TASK PROMPT >>
Retrieve all lines below that have the string "lineJoin".

MATERIAL FOR THE TASK >>
☆ ☆ ☆ ☆

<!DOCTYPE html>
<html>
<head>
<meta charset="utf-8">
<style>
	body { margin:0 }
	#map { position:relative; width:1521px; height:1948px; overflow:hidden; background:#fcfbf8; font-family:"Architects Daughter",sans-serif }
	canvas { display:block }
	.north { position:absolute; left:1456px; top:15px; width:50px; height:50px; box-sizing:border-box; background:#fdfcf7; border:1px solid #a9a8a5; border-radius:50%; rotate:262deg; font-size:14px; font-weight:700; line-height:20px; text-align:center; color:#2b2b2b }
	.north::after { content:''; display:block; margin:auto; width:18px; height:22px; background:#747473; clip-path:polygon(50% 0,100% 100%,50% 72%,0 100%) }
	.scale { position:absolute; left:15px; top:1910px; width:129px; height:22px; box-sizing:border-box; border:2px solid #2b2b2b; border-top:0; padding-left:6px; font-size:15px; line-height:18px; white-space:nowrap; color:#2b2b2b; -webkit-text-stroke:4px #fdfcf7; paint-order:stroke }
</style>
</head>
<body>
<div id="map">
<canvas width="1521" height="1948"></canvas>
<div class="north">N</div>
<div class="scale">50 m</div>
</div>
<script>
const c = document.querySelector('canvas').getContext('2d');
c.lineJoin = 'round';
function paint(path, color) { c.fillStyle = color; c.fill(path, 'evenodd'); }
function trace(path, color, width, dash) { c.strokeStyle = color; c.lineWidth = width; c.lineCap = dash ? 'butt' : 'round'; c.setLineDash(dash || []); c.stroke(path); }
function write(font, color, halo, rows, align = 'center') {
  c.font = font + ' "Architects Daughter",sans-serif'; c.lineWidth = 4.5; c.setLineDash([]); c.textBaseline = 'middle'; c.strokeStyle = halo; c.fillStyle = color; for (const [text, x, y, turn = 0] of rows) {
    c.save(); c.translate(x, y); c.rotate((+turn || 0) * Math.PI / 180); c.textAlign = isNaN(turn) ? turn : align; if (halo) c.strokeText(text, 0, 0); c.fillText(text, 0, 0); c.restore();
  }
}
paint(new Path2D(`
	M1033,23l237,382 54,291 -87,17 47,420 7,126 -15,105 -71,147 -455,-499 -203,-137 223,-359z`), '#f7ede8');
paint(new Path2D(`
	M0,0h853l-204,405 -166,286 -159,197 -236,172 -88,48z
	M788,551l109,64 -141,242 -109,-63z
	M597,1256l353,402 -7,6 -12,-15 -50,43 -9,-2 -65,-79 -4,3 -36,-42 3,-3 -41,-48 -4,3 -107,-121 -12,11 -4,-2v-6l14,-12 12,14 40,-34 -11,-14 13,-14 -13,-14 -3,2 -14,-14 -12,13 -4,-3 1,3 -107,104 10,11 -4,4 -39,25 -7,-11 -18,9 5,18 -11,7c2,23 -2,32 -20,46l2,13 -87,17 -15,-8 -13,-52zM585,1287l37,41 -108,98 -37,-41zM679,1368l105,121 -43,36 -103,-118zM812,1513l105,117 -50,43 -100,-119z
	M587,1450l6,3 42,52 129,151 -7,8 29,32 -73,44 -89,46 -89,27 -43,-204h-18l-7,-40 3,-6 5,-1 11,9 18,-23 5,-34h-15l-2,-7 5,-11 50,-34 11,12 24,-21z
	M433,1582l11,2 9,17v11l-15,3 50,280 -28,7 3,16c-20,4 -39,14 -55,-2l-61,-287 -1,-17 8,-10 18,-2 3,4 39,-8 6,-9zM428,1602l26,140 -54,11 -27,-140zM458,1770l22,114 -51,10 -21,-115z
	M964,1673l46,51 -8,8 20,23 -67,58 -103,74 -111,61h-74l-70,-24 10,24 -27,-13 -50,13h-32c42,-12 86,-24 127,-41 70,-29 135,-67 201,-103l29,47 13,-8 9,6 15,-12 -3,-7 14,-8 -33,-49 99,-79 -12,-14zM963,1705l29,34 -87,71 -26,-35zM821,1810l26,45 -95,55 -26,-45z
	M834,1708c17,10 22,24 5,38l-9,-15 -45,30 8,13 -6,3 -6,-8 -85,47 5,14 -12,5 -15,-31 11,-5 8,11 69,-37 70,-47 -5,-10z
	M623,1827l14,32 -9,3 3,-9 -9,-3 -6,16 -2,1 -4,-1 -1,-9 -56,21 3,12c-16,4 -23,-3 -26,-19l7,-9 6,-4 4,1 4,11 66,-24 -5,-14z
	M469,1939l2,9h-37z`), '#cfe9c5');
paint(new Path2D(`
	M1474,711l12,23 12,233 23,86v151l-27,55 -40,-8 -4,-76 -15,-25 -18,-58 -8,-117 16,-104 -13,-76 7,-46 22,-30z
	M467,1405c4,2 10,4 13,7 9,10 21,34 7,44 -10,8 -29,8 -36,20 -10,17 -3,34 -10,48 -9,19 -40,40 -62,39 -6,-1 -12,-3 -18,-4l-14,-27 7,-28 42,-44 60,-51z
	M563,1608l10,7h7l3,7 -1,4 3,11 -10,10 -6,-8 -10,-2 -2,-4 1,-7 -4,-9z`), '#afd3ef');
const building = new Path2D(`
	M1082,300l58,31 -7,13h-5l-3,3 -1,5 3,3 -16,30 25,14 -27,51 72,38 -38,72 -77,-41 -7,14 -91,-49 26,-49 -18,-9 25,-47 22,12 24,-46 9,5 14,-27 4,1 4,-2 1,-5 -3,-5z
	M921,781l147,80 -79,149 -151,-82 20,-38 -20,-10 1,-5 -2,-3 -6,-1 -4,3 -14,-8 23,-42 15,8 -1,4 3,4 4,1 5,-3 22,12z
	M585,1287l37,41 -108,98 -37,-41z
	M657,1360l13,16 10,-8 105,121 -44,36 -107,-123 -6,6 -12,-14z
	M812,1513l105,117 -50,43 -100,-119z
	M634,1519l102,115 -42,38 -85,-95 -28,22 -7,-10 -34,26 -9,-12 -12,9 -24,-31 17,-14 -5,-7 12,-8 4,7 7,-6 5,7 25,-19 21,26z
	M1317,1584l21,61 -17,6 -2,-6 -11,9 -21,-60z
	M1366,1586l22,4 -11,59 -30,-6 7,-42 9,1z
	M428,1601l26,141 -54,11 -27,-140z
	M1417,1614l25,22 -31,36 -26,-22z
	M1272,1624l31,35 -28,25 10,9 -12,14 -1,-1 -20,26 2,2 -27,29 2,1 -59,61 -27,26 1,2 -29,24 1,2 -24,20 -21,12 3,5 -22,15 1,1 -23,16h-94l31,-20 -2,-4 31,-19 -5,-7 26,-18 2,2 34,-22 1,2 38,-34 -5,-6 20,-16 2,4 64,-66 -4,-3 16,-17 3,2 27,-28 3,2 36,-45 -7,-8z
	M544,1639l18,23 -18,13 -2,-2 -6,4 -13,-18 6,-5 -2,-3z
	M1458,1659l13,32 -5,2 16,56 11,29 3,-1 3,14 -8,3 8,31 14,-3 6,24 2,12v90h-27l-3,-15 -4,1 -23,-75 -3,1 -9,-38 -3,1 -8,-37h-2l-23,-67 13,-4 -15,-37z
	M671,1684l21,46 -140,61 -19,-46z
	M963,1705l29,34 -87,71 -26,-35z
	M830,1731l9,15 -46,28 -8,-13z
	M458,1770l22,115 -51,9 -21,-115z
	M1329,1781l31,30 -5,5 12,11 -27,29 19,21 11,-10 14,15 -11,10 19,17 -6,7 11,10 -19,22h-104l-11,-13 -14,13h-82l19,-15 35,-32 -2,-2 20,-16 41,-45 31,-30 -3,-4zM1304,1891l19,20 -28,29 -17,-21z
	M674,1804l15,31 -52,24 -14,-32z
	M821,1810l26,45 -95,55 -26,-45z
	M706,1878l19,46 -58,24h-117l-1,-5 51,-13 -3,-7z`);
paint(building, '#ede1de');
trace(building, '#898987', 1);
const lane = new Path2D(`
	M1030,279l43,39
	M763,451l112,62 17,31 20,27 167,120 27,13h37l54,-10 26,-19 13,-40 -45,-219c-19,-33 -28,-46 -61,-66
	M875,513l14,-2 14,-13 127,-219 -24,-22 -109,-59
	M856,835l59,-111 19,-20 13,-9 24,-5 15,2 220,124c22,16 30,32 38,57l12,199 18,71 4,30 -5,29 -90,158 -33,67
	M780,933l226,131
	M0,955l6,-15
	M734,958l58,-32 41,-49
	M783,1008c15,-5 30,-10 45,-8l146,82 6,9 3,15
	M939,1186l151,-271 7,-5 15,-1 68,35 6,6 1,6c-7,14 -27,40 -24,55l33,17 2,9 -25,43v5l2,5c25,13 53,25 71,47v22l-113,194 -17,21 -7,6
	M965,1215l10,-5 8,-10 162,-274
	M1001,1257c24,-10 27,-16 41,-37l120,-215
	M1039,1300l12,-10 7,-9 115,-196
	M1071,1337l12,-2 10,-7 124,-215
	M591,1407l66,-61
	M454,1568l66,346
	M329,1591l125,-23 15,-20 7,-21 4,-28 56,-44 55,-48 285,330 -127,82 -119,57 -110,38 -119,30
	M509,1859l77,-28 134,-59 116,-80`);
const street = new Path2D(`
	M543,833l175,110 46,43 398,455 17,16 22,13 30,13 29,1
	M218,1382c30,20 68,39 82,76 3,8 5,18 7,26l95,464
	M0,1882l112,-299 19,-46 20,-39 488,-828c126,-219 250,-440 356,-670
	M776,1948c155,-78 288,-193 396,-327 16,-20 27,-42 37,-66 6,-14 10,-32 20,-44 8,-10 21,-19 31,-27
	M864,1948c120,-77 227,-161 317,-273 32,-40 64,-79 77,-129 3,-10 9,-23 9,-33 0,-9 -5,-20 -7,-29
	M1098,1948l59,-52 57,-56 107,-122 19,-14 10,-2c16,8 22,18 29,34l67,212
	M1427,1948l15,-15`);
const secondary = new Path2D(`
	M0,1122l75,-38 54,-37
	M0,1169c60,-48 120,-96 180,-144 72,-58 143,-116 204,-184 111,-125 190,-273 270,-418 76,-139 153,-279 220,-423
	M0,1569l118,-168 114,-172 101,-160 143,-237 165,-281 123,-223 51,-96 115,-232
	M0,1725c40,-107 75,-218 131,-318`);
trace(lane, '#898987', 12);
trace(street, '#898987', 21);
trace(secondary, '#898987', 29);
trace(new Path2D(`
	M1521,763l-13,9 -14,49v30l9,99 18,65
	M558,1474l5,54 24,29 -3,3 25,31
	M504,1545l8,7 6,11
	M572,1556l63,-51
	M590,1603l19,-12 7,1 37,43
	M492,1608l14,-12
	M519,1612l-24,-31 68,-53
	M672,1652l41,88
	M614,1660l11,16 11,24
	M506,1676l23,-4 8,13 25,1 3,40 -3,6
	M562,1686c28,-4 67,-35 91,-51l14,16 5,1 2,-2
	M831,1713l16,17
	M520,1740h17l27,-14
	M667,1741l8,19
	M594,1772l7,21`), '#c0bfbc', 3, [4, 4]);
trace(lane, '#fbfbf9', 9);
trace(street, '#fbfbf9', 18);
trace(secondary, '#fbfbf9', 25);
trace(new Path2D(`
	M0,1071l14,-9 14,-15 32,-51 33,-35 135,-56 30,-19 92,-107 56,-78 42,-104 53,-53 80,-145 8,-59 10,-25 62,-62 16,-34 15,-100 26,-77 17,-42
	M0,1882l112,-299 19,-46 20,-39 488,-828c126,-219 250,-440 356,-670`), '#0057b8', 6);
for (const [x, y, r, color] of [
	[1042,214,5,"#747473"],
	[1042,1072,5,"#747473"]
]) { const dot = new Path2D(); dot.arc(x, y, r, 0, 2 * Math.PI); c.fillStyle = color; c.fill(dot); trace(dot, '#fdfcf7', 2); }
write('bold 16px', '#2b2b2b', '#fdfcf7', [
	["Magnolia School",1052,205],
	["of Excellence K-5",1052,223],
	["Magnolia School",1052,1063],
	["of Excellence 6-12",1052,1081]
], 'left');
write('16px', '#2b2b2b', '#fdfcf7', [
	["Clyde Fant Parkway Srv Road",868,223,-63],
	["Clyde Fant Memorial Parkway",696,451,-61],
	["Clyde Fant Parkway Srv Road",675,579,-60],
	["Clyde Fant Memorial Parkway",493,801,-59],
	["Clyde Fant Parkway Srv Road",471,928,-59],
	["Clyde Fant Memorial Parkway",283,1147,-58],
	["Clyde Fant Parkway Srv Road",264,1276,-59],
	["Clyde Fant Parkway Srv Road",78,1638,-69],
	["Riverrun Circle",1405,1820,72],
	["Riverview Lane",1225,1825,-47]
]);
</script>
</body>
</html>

☆ ☆ ☆ ☆

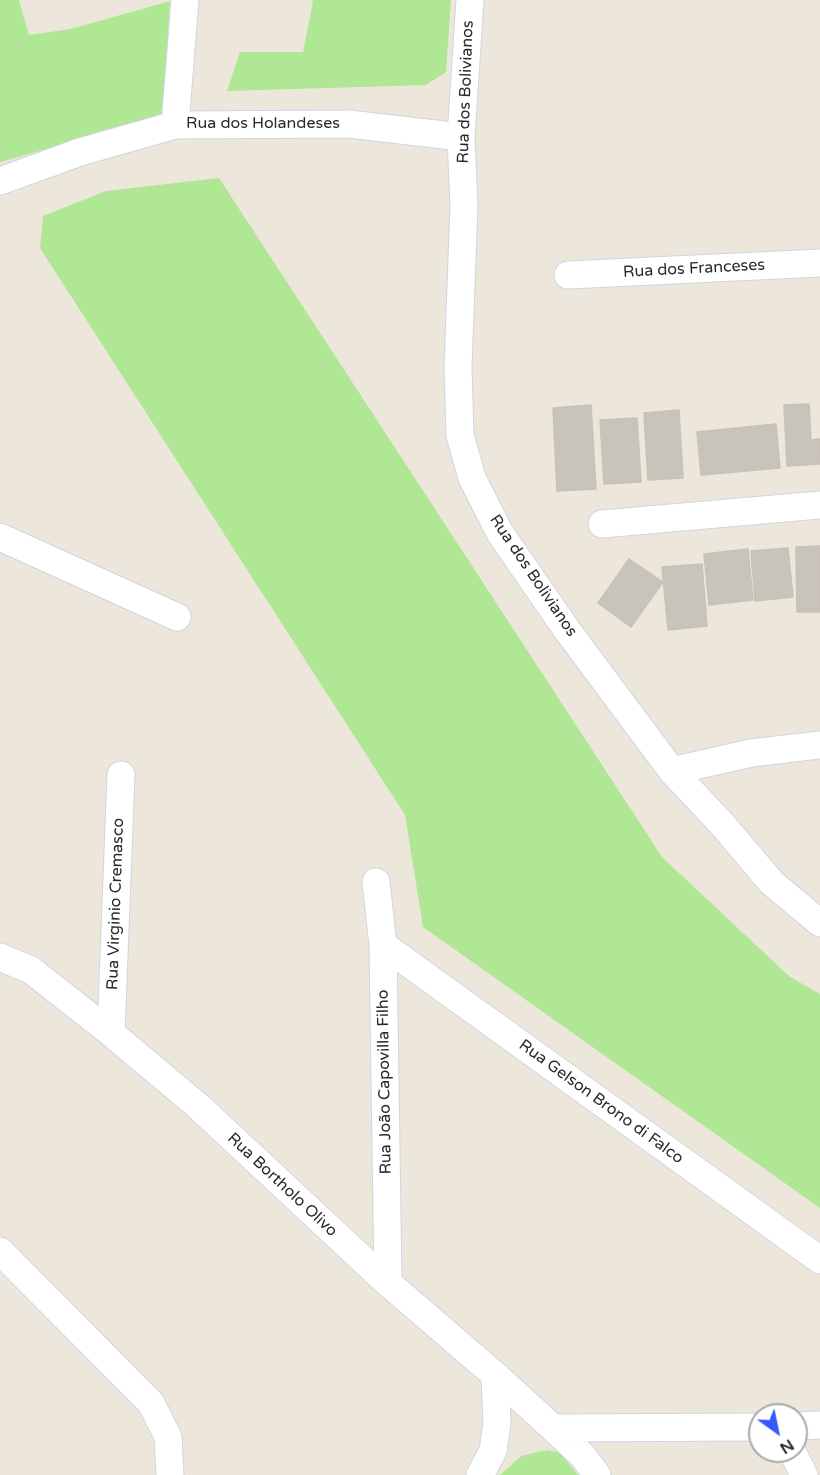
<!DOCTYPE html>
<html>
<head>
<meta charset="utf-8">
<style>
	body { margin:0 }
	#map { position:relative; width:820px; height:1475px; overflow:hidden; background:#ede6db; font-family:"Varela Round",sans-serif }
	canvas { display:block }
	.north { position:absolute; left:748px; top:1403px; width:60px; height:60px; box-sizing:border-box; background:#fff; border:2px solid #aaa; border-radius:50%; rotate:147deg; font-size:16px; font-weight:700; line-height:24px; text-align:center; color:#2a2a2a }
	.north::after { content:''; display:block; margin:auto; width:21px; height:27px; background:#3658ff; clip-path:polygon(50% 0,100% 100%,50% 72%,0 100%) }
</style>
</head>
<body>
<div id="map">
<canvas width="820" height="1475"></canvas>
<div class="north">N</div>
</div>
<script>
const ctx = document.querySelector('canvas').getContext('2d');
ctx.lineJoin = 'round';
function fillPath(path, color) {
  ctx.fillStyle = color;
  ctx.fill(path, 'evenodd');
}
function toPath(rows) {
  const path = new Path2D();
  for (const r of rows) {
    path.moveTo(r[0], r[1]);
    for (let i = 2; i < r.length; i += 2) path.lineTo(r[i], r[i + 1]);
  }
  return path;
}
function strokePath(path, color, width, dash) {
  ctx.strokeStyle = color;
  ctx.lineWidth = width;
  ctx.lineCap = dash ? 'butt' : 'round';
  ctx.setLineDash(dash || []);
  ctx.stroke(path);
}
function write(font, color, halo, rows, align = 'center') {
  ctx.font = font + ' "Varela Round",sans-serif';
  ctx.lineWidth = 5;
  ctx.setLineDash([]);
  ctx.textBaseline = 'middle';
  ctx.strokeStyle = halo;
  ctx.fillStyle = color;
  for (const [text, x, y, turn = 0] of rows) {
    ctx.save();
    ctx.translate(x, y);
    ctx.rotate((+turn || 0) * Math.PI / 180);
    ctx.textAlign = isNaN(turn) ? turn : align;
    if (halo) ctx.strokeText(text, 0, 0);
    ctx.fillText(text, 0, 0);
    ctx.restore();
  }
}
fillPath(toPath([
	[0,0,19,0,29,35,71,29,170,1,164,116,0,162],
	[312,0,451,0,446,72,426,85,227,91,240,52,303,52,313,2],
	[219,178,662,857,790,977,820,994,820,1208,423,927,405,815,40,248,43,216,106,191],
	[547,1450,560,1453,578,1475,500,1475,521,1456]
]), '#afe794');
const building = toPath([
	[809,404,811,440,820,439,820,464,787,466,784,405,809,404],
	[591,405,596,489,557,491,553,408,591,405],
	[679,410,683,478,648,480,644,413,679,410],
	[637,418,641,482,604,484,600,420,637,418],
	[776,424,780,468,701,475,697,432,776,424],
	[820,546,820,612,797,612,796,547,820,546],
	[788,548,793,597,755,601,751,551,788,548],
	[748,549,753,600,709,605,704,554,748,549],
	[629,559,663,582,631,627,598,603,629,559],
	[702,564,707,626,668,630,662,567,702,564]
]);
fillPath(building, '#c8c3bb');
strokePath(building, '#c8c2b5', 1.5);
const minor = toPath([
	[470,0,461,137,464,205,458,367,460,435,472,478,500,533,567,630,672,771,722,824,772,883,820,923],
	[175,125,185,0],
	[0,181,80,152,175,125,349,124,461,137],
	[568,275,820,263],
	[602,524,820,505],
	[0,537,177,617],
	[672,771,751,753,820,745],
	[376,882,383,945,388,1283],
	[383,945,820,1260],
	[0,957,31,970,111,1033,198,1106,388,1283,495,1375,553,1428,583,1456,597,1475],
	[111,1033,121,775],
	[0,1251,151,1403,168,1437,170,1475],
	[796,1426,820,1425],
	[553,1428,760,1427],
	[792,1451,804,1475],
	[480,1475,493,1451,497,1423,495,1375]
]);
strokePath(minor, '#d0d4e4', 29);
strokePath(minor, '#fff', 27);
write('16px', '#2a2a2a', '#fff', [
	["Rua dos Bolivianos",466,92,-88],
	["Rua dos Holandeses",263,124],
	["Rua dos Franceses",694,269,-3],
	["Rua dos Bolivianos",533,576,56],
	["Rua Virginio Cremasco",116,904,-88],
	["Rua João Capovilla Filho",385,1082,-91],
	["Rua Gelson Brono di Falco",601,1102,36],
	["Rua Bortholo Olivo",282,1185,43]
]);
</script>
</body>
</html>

☆ ☆ ☆ ☆

TASK OUTPUT >>
c.lineJoin = 'round';
ctx.lineJoin = 'round';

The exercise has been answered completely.